To translate their findings into a therapeutic approach, the researchers engineered a probiotic bacterium, Escherichia coli Nissle (EcN), to produce d-lactate (D-LA). They deleted the pta gene, which encodes an enzyme involved in acetate production, and introduced a plasmid containing the ldhA gene under a heat-inducible promoter. This allowed the production of D-LA at 37°C, the optimal temperature for probiotic viability.

When administered to mice with EAE, EcNLac (the engineered probiotic) increased the levels of D-LA in the plasma and gastrointestinal tract, and activated the HIF-1α-NDUFA4L2 signaling pathway in DCs. This led to a reduction in pro-inflammatory T cells and a significant improvement in disease symptoms. The probiotic did not affect the bacterial burden or the number of pathogen-specific T cells, indicating a specific targeting of the immune system.

This study revealed a novel immune metabolic pathway that involved the production of lactate by DCs, which stabilized HIF-1α and activated NDUFA4L2 to limit mtROS and XBP1-driven pro-inflammatory responses. This pathway provided a potential therapeutic target for autoimmune diseases, and the engineered probiotic offered a promising approach for long-term immune modulation.

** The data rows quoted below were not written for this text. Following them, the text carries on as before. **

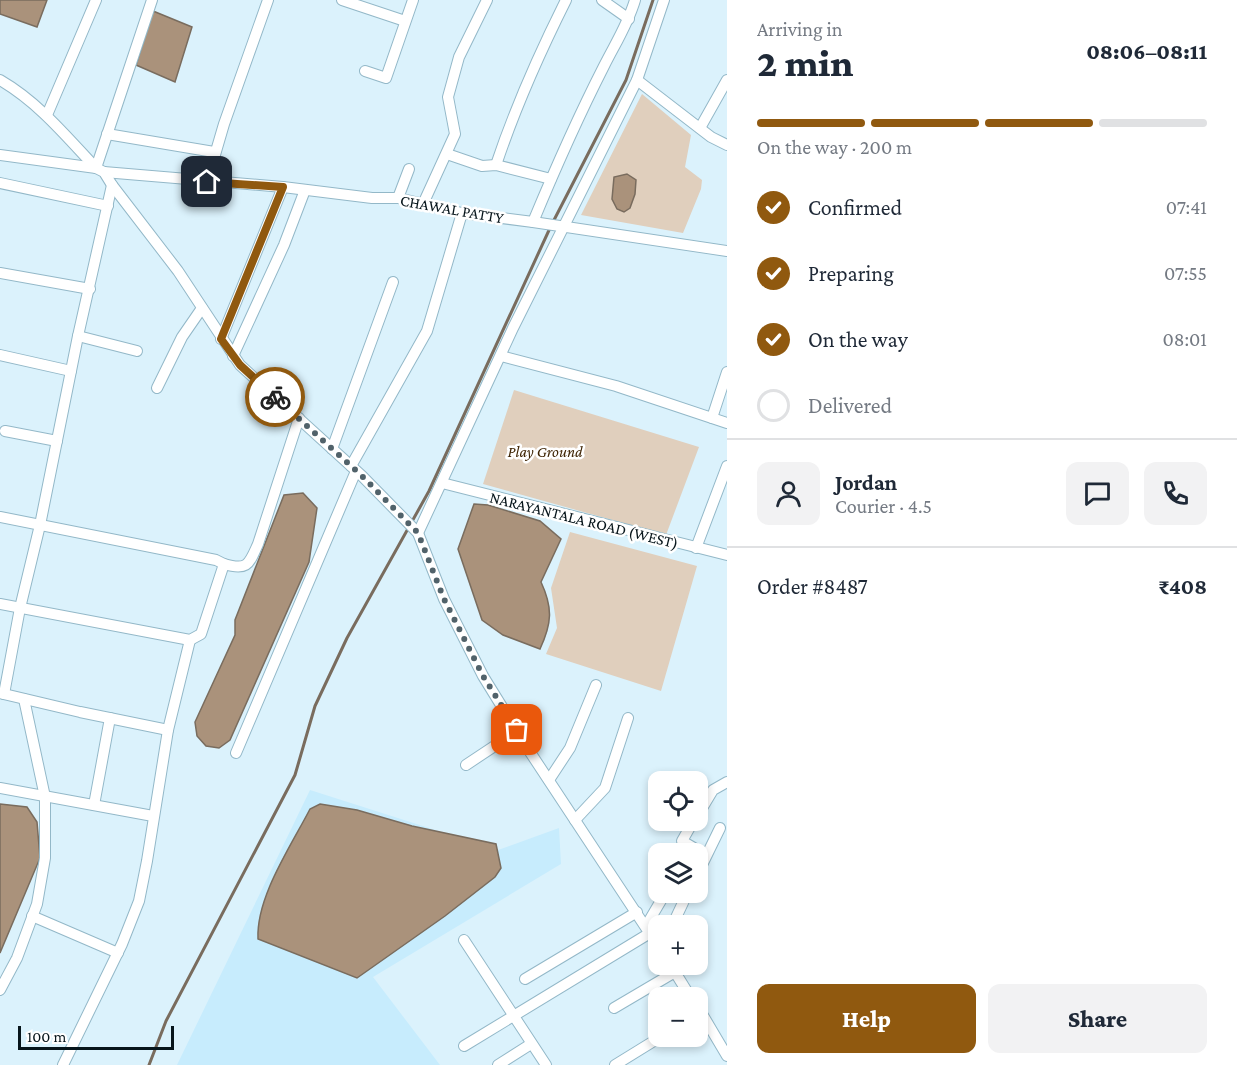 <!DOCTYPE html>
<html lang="en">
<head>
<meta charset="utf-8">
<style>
	body { margin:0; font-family:"Crimson Pro",serif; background:#f2f2f3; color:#1f2937; height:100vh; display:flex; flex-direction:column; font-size:22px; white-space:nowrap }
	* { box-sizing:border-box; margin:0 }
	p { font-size:20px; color:#747a83 }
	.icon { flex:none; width:33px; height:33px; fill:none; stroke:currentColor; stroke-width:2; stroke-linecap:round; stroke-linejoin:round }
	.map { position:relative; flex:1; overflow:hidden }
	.drawer { display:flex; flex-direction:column; background:#fff; width:510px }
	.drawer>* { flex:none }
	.fabs { position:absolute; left:648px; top:771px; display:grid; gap:12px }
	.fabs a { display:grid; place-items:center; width:60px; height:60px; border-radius:12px; background:#fff; box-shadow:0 3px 9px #0003; font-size:30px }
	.scale { position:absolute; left:18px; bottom:15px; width:156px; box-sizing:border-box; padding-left:6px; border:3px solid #07151b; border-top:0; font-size:16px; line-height:21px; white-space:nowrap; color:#07151b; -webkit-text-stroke:4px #fff; paint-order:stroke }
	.pin { position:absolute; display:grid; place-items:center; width:51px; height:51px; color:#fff; margin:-26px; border-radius:12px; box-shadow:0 3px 9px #0006 }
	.courier { position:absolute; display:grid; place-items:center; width:60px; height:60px; margin:-30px; border:4px solid #90590f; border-radius:50%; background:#fff; color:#222; box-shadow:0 2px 8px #0007 }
	.summary em { font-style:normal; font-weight:800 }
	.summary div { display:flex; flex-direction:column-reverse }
	.summary { display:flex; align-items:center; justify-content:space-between; height:102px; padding:0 30px }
	h1 { font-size:39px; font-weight:800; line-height:45px }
	.bar { display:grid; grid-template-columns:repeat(4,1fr); gap:9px 6px; align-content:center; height:72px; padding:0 30px }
	.bar i { height:8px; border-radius:4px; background:#e0e1e3 }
	.bar .on { background:#90590f }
	.bar p { grid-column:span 4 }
	.line { display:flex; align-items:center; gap:15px; padding:0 30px; border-top:2px solid #e0e1e3 }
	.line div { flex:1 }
	.round { display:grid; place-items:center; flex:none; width:63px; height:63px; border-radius:12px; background:#f2f2f3 }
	ol { padding:0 30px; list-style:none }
	li { display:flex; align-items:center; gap:18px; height:66px }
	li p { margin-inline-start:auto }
	li .icon { padding:6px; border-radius:50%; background:#90590f; color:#fff; stroke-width:4 }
	li:last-child { color:#747a83 }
	li i { width:33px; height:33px; border:3px solid #e0e1e3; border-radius:50% }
	.button { display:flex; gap:12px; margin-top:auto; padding:12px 30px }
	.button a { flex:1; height:69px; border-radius:12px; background:#90590f; color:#fff; font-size:24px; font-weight:800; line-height:69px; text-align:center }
	.button a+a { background:#f2f2f3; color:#1f2937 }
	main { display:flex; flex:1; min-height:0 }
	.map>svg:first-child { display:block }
</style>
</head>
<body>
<main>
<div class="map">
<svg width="727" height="1065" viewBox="0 0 727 1065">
	<rect width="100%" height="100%" fill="#dbf2fc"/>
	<polygon fill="#c7ecfd" points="310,790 498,850 559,828 561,864 373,977 440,1065 177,1065"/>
	<g fill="#e0cfbd">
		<polygon points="642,94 691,135 685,167 702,180 701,189 683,233 581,215"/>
		<polygon points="514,390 699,447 666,535 483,484"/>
		<polygon points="570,532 697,566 661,691 546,654 557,628 551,588"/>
	</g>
	<g fill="#aa927b" stroke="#796c5e" stroke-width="1.5">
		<polygon points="0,0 47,0 37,27 0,14"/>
		<polygon points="153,11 192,27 175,82 136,65"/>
		<polygon points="627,174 636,180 635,194 630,208 624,212 617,209 612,199 614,177"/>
		<polygon points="303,493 317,508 309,562 230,740 219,748 206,746 197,736 195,722 235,635 235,620 284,495"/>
		<path d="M 474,504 L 488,505 L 540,521 L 561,539 L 541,582 C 553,608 552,623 540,649 L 503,635 L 482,620 L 458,549 Z"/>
		<polygon points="0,804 27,807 37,822 40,858 0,953"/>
		<path d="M 320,804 L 357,810 L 412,826 L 496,844 L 501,868 L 495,877 L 445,916 L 357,978 L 258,939 C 256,897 291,846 310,809 Z"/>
	</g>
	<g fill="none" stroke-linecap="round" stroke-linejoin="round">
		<g stroke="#796c5e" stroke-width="3">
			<polyline points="553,222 626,80 653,0"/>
			<polyline points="149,1065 166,1021 295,775 315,706 347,638 429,491 550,228"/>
		</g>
		<g stroke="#93b8c8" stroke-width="12">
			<g id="minor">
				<polyline points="342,0 405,21"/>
				<polyline points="602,0 629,19"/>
				<polyline points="365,71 386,78 413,0"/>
				<path d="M 0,80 C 38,102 66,136 96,168 L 104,172 L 112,185 L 178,271 L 240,365 L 362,476 L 418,533 L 444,599 L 483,676 L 528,749 L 658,946"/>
				<polyline points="637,80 711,137 727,145"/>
				<polyline points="47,115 96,0"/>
				<polyline points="700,128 727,80"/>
				<polyline points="107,134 214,152"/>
				<polyline points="447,154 482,166 496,165 551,179"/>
				<polyline points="0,155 96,168 152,0"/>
				<path d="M 496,165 C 515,108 539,54 566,0"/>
				<polyline points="104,172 283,187 372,198 398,198 462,213 533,222 727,251"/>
				<polyline points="207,182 224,124 268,0"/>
				<polyline points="0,183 108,206"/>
				<polyline points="398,198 409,169"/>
				<polyline points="423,204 455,134 448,97 459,57 487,0"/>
				<path d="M 533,222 C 555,169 578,117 604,66 C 615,44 628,24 635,0"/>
				<polyline points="0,273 90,289"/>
				<polyline points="78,336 137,351"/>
				<polyline points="221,339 283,187"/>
				<polyline points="0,355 71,371"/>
				<polyline points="233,356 284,245 305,190"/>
				<polyline points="501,356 616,386 727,423"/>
				<polyline points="157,388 182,337 202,308"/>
				<polyline points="712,418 727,372"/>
				<polyline points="5,431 57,441"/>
				<polyline points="332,449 393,282"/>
				<polyline points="351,466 427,331 462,213"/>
				<polyline points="442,483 727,555"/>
				<polyline points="0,517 216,560 224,564 201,634 190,640 0,604"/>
				<polyline points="418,533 513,328 637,80 664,0"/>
				<polyline points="696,548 727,466"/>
				<path d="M 224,564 C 248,571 249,564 258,544 L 299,418"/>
				<polyline points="0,693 80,712 168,730"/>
				<polyline points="4,694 20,608 40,525 78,336 112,185"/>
				<polyline points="236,753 356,471"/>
				<polyline points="466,765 517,731"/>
				<polyline points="549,780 570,748 596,685"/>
				<polyline points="0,788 153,816"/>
				<polyline points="94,805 110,718"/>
				<polyline points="698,815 713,790 727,782"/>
				<polyline points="575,820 605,788 628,718"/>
				<polyline points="690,854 694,848 682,841 694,820"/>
				<polyline points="698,873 720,828"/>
				<polyline points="32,916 118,953"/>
				<polyline points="646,926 666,892"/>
				<polyline points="672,926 688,892"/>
				<polyline points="464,940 546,1065"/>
				<polyline points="670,964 691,998"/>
				<polyline points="525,979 637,912"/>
				<polyline points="0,990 17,958 37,904 45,858 45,797 24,699"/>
				<polyline points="698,1007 727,1056"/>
				<polyline points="614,1008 675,972"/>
				<polyline points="464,1046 650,933"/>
				<polyline points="63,1065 122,944 139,901 147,861 168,730 190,640"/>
				<polyline points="498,1065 531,1044"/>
				<polyline points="615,1065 662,1036"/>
			</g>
		</g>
		<use href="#minor" stroke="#fff" stroke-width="10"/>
	</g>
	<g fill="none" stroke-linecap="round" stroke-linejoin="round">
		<polyline stroke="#51626a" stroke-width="6" stroke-dasharray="0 10.8" points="275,397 362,476 418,533 444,599 483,676 517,730"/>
		<polyline stroke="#90590f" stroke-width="8" points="207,182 283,187 221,339 240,365 275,397"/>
	</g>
	<g text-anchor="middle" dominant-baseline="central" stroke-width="5" stroke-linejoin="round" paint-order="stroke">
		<g font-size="16" fill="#07151b" stroke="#fff">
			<text transform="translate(452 209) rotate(10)">CHAWAL PATTY</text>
			<text transform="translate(584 520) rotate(14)">NARAYANTALA ROAD (WEST)</text>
		</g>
		<g font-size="16" font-style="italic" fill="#3f2505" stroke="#fff">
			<text x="545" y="451">Play Ground</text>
		</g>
	</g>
</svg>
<div class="fabs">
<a><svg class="icon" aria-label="locate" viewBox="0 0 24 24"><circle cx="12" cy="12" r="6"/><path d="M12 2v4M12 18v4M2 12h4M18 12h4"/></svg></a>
<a><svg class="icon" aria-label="layers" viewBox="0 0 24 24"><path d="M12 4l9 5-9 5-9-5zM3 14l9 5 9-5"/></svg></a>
<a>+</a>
<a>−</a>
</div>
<div class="scale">100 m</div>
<div class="pin" style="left:517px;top:730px;background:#ea580c"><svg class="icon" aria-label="bag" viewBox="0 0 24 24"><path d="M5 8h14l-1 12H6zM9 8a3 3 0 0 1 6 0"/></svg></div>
<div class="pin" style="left:207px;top:182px;background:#1f2937"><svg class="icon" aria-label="home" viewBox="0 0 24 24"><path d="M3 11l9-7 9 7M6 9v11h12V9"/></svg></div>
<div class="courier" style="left:275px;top:397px"><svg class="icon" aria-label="bike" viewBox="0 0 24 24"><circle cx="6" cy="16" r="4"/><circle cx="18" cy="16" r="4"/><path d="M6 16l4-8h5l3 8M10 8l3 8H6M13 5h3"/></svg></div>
</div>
<section class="drawer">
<div class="summary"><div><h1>2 min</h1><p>Arriving in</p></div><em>08:06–08:11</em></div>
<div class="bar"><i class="on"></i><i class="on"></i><i class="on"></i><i></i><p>On the way · 200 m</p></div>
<ol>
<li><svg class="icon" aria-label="check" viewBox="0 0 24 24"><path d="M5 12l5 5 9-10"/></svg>Confirmed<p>07:41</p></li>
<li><svg class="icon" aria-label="check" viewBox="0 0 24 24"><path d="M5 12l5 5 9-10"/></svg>Preparing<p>07:55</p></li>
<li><svg class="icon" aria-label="check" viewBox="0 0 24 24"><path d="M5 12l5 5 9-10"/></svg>On the way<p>08:01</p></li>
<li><i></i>Delivered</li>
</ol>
<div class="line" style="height:108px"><a class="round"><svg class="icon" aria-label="person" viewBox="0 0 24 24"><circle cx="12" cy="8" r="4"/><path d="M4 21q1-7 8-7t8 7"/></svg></a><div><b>Jordan</b><p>Courier · 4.5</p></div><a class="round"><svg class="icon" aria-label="chat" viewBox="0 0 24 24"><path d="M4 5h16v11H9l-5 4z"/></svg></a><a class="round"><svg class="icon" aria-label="phone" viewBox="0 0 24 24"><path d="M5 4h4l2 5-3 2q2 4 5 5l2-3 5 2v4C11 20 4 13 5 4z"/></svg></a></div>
<div class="line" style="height:78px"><div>Order #8487</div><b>₹408</b></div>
<div class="button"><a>Help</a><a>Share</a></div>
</section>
</main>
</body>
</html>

Future studies could explore the broader implications of this pathway in other autoimmune diseases and investigate the role of other metabolites and signaling pathways in DC function. Additionally, the development of more sophisticated probiotic designs and the optimization of delivery methods could further enhance the therapeutic potential of this approach.

Overall, this study offers a valuable new understanding of DC biology and opens the door to innovative therapeutic strategies for autoimmune diseases, offering hope for patients suffering from these devastating conditions.

Reference:

1. Sanmarco LM, Rone JM, Polonio CM, Fernandez Lahore G, Giovannoni F, Ferrara K, Gutierrez-Vazquez C, Li N, Sokolovska A, Plasencia A, Faust Akl C, Nanda P, Heck ES, Li Z, Lee HG, Chao CC, Rejano-Gordillo CM, Fonseca-Castro PH, Illouz T, Linnerbauer M, Kenison JE, Barilla RM, Farrenkopf D, Stevens NA, Piester G, Chung EN, Dailey L, Kuchroo VK, Hava D, Wheeler MA, Clish C, Nowarski R, Balsa E, Lora JM, Quintana FJ. Lactate limits CNS autoimmunity by stabilizing HIF-1α in dendritic cells. Nature. 2023 Aug;620(7975):881-889.